- [Aim of the task]: The result should be a full, exact repeat of the entries, free of pictures.

Entries provided below:

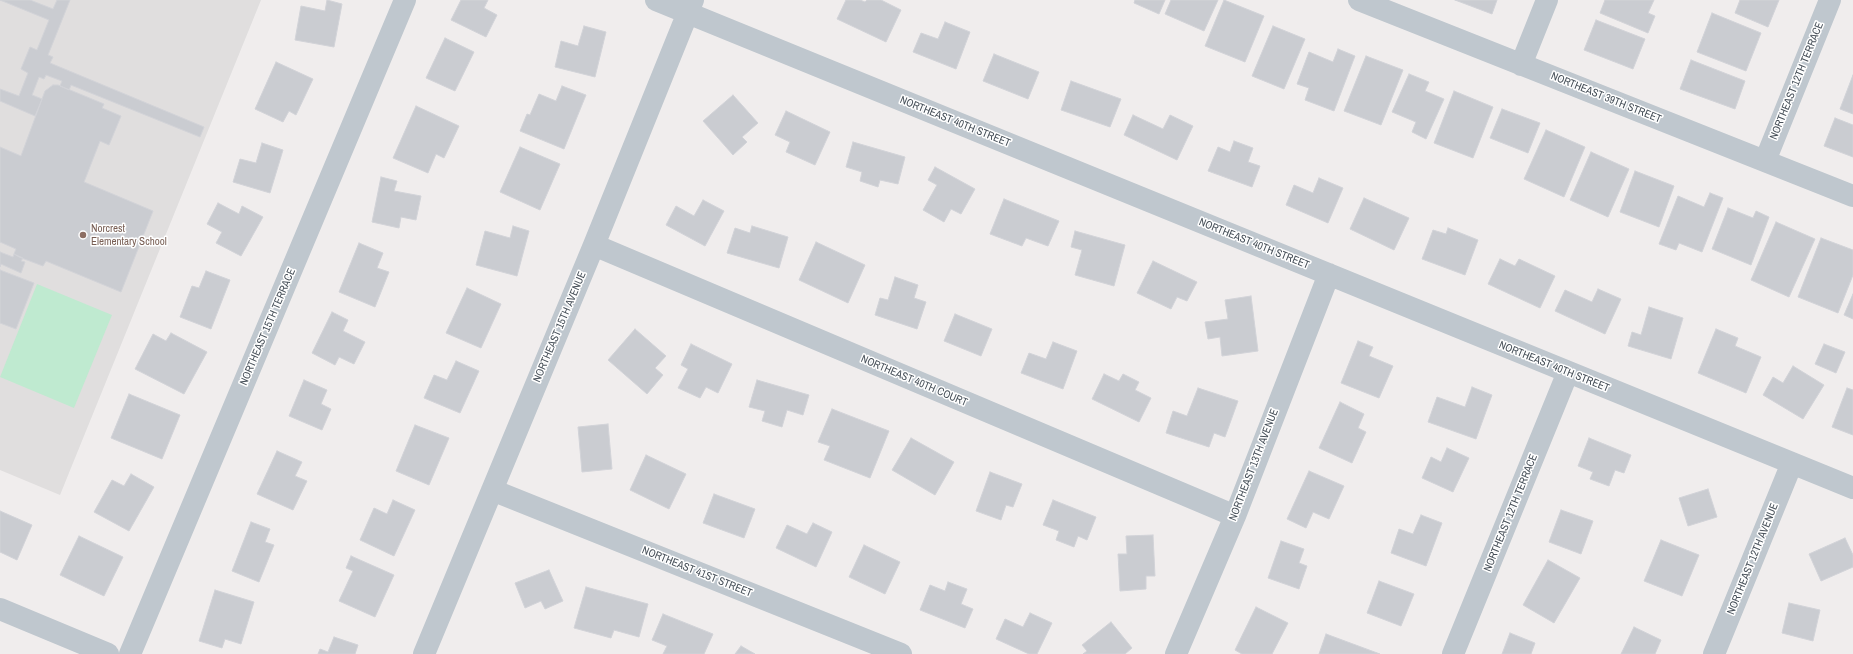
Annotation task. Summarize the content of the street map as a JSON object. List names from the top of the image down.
{
  "streets": {
    "street": [
      "NORTHEAST 12TH TERRACE",
      "NORTHEAST 39TH STREET",
      "NORTHEAST 40TH STREET",
      "NORTHEAST 15TH TERRACE",
      "NORTHEAST 15TH AVENUE",
      "NORTHEAST 40TH COURT",
      "NORTHEAST 13TH AVENUE",
      "NORTHEAST 12TH AVENUE",
      "NORTHEAST 41ST STREET"
    ]
  },
  "crossings": [
    ["NORTHEAST 12TH TERRACE", "NORTHEAST 39TH STREET"],
    ["NORTHEAST 12TH TERRACE", "NORTHEAST 40TH STREET"],
    ["NORTHEAST 40TH STREET", "NORTHEAST 15TH AVENUE"],
    ["NORTHEAST 40TH STREET", "NORTHEAST 13TH AVENUE"],
    ["NORTHEAST 40TH STREET", "NORTHEAST 12TH AVENUE"],
    ["NORTHEAST 15TH AVENUE", "NORTHEAST 40TH COURT"],
    ["NORTHEAST 15TH AVENUE", "NORTHEAST 41ST STREET"],
    ["NORTHEAST 40TH COURT", "NORTHEAST 13TH AVENUE"]
  ],
  "places": ["Norcrest Elementary School"]
}
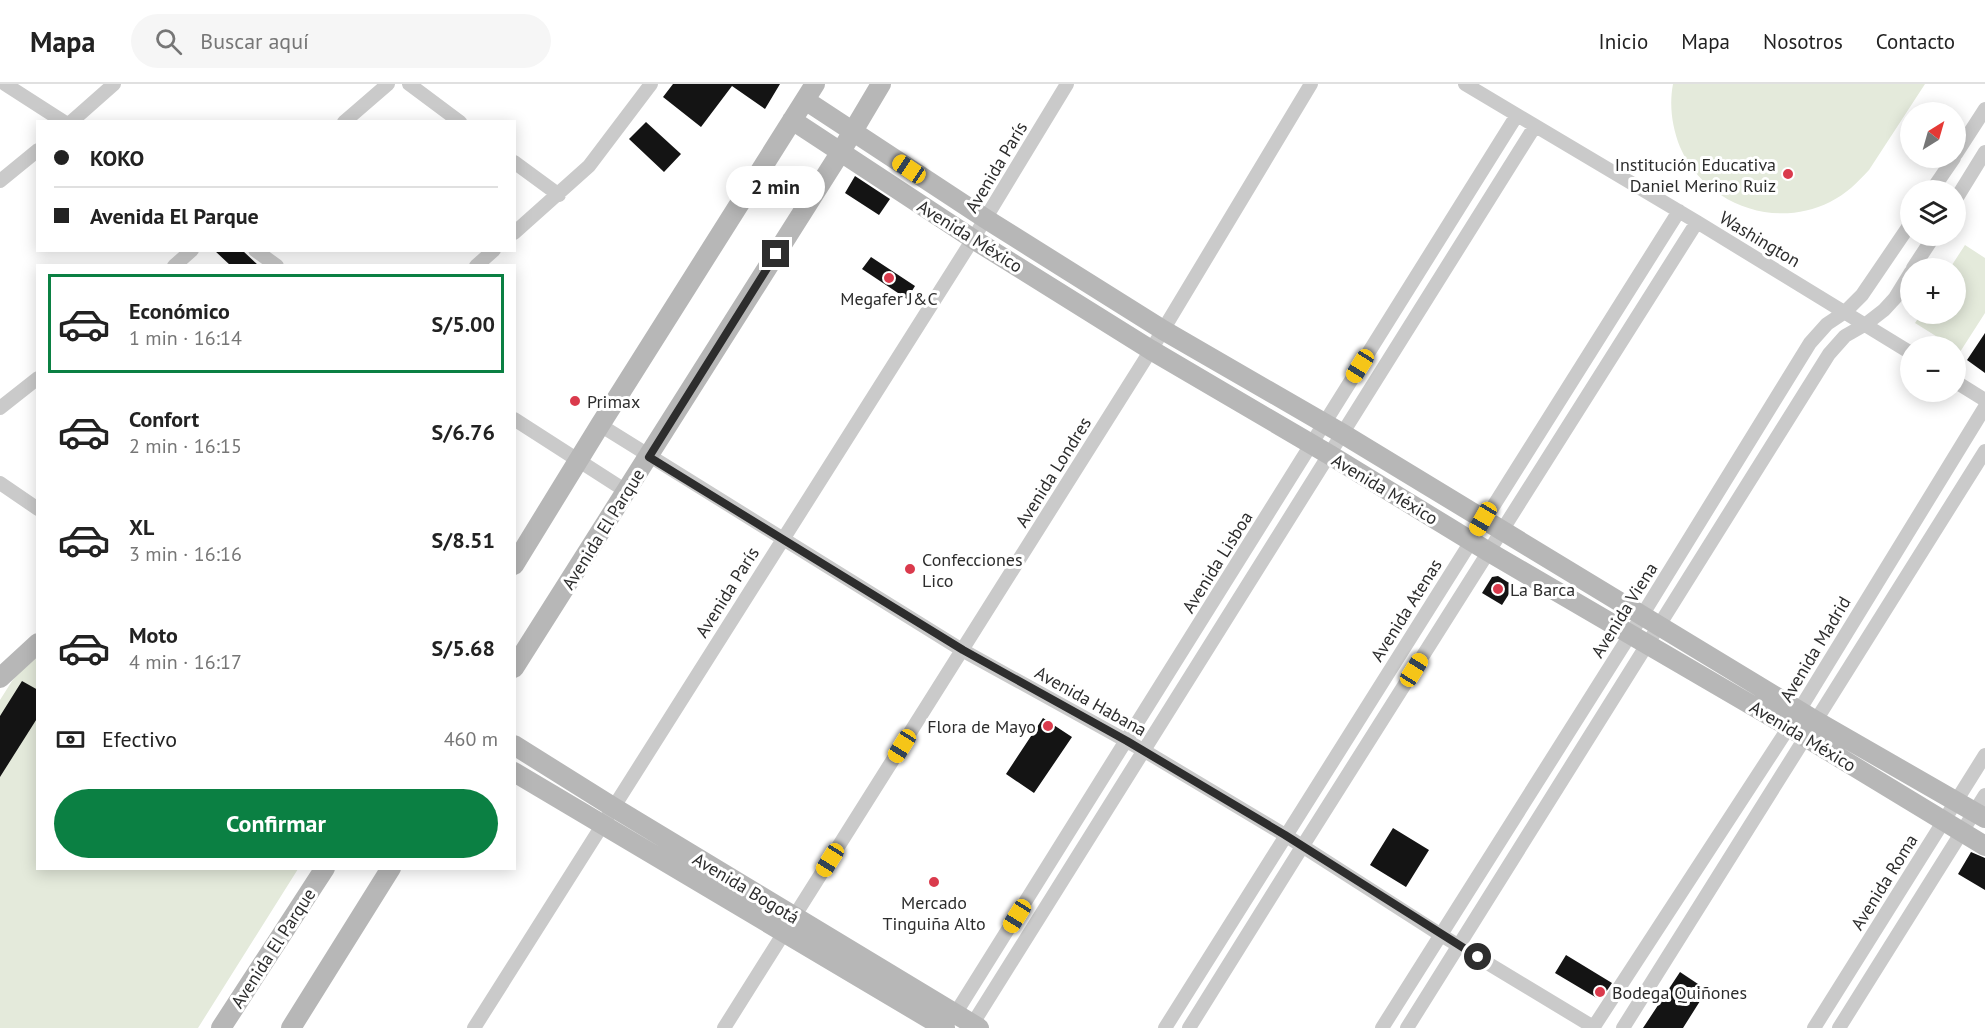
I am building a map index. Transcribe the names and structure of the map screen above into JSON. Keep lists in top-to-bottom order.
{
  "streets": {
    "street": [
      "Avenida París",
      "Avenida México",
      "Washington",
      "Avenida Londres",
      "Avenida El Parque",
      "Avenida Lisboa",
      "Avenida Atenas",
      "Avenida Viena",
      "Avenida Madrid",
      "Avenida Habana",
      "Avenida Roma",
      "Avenida Bogotá"
    ]
  },
  "crossings": [
    ["Avenida París", "Avenida México"],
    ["Avenida París", "Avenida Habana"],
    ["Avenida París", "Avenida Bogotá"],
    ["Avenida México", "Avenida Londres"],
    ["Avenida México", "Avenida El Parque"],
    ["Avenida México", "Avenida Lisboa"],
    ["Avenida México", "Avenida Atenas"],
    ["Avenida México", "Avenida Viena"],
    ["Avenida México", "Avenida Madrid"],
    ["Avenida México", "Avenida Roma"],
    ["Washington", "Avenida Lisboa"],
    ["Washington", "Avenida Atenas"],
    ["Washington", "Avenida Viena"],
    ["Avenida Londres", "Avenida Habana"],
    ["Avenida Londres", "Avenida Bogotá"],
    ["Avenida El Parque", "Avenida Habana"],
    ["Avenida Lisboa", "Avenida Habana"],
    ["Avenida Lisboa", "Avenida Bogotá"],
    ["Avenida Atenas", "Avenida Habana"],
    ["Avenida Viena", "Avenida Habana"],
    ["Avenida Madrid", "Avenida Habana"]
  ],
  "places": [
    "Institución Educativa Daniel Merino Ruiz",
    "Megafer J&C",
    "Primax",
    "Confecciones Lico",
    "La Barca",
    "Flora de Mayo",
    "Mercado Tinguiña Alto",
    "Bodega Quiñones"
  ],
  "north": "top right",
  "page": {
    "header": "Mapa",
    "search": "Buscar aquí",
    "nav": [
      "Inicio",
      "Mapa",
      "Nosotros",
      "Contacto"
    ],
    "map_buttons": ["+", "−"],
    "banner": ["KOKO", "Avenida El Parque"],
    "bubble": "2 min",
    "list": [
      {
        "name": "Económico",
        "note": "1 min · 16:14",
        "value": "S/5.00"
      },
      {
        "name": "Confort",
        "note": "2 min · 16:15",
        "value": "S/6.76"
      },
      {
        "name": "XL",
        "note": "3 min · 16:16",
        "value": "S/8.51"
      },
      {
        "name": "Moto",
        "note": "4 min · 16:17",
        "value": "S/5.68"
      }
    ],
    "pay": ["Efectivo", "460 m"],
    "buttons": "Confirmar"
  }
}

End of Entries provided.

- [Response to the task]:
Annotation task. Summarize the content of the street map as a JSON object. List names from the top of the image down.
{
  "streets": {
    "street": [
      "NORTHEAST 12TH TERRACE",
      "NORTHEAST 39TH STREET",
      "NORTHEAST 40TH STREET",
      "NORTHEAST 15TH TERRACE",
      "NORTHEAST 15TH AVENUE",
      "NORTHEAST 40TH COURT",
      "NORTHEAST 13TH AVENUE",
      "NORTHEAST 12TH AVENUE",
      "NORTHEAST 41ST STREET"
    ]
  },
  "crossings": [
    ["NORTHEAST 12TH TERRACE", "NORTHEAST 39TH STREET"],
    ["NORTHEAST 12TH TERRACE", "NORTHEAST 40TH STREET"],
    ["NORTHEAST 40TH STREET", "NORTHEAST 15TH AVENUE"],
    ["NORTHEAST 40TH STREET", "NORTHEAST 13TH AVENUE"],
    ["NORTHEAST 40TH STREET", "NORTHEAST 12TH AVENUE"],
    ["NORTHEAST 15TH AVENUE", "NORTHEAST 40TH COURT"],
    ["NORTHEAST 15TH AVENUE", "NORTHEAST 41ST STREET"],
    ["NORTHEAST 40TH COURT", "NORTHEAST 13TH AVENUE"]
  ],
  "places": ["Norcrest Elementary School"]
}
I am building a map index. Transcribe the names and structure of the map screen above into JSON. Keep lists in top-to-bottom order.
{
  "streets": {
    "street": [
      "Avenida París",
      "Avenida México",
      "Washington",
      "Avenida Londres",
      "Avenida El Parque",
      "Avenida Lisboa",
      "Avenida Atenas",
      "Avenida Viena",
      "Avenida Madrid",
      "Avenida Habana",
      "Avenida Roma",
      "Avenida Bogotá"
    ]
  },
  "crossings": [
    ["Avenida París", "Avenida México"],
    ["Avenida París", "Avenida Habana"],
    ["Avenida París", "Avenida Bogotá"],
    ["Avenida México", "Avenida Londres"],
    ["Avenida México", "Avenida El Parque"],
    ["Avenida México", "Avenida Lisboa"],
    ["Avenida México", "Avenida Atenas"],
    ["Avenida México", "Avenida Viena"],
    ["Avenida México", "Avenida Madrid"],
    ["Avenida México", "Avenida Roma"],
    ["Washington", "Avenida Lisboa"],
    ["Washington", "Avenida Atenas"],
    ["Washington", "Avenida Viena"],
    ["Avenida Londres", "Avenida Habana"],
    ["Avenida Londres", "Avenida Bogotá"],
    ["Avenida El Parque", "Avenida Habana"],
    ["Avenida Lisboa", "Avenida Habana"],
    ["Avenida Lisboa", "Avenida Bogotá"],
    ["Avenida Atenas", "Avenida Habana"],
    ["Avenida Viena", "Avenida Habana"],
    ["Avenida Madrid", "Avenida Habana"]
  ],
  "places": [
    "Institución Educativa Daniel Merino Ruiz",
    "Megafer J&C",
    "Primax",
    "Confecciones Lico",
    "La Barca",
    "Flora de Mayo",
    "Mercado Tinguiña Alto",
    "Bodega Quiñones"
  ],
  "north": "top right",
  "page": {
    "header": "Mapa",
    "search": "Buscar aquí",
    "nav": [
      "Inicio",
      "Mapa",
      "Nosotros",
      "Contacto"
    ],
    "map_buttons": ["+", "−"],
    "banner": ["KOKO", "Avenida El Parque"],
    "bubble": "2 min",
    "list": [
      {
        "name": "Económico",
        "note": "1 min · 16:14",
        "value": "S/5.00"
      },
      {
        "name": "Confort",
        "note": "2 min · 16:15",
        "value": "S/6.76"
      },
      {
        "name": "XL",
        "note": "3 min · 16:16",
        "value": "S/8.51"
      },
      {
        "name": "Moto",
        "note": "4 min · 16:17",
        "value": "S/5.68"
      }
    ],
    "pay": ["Efectivo", "460 m"],
    "buttons": "Confirmar"
  }
}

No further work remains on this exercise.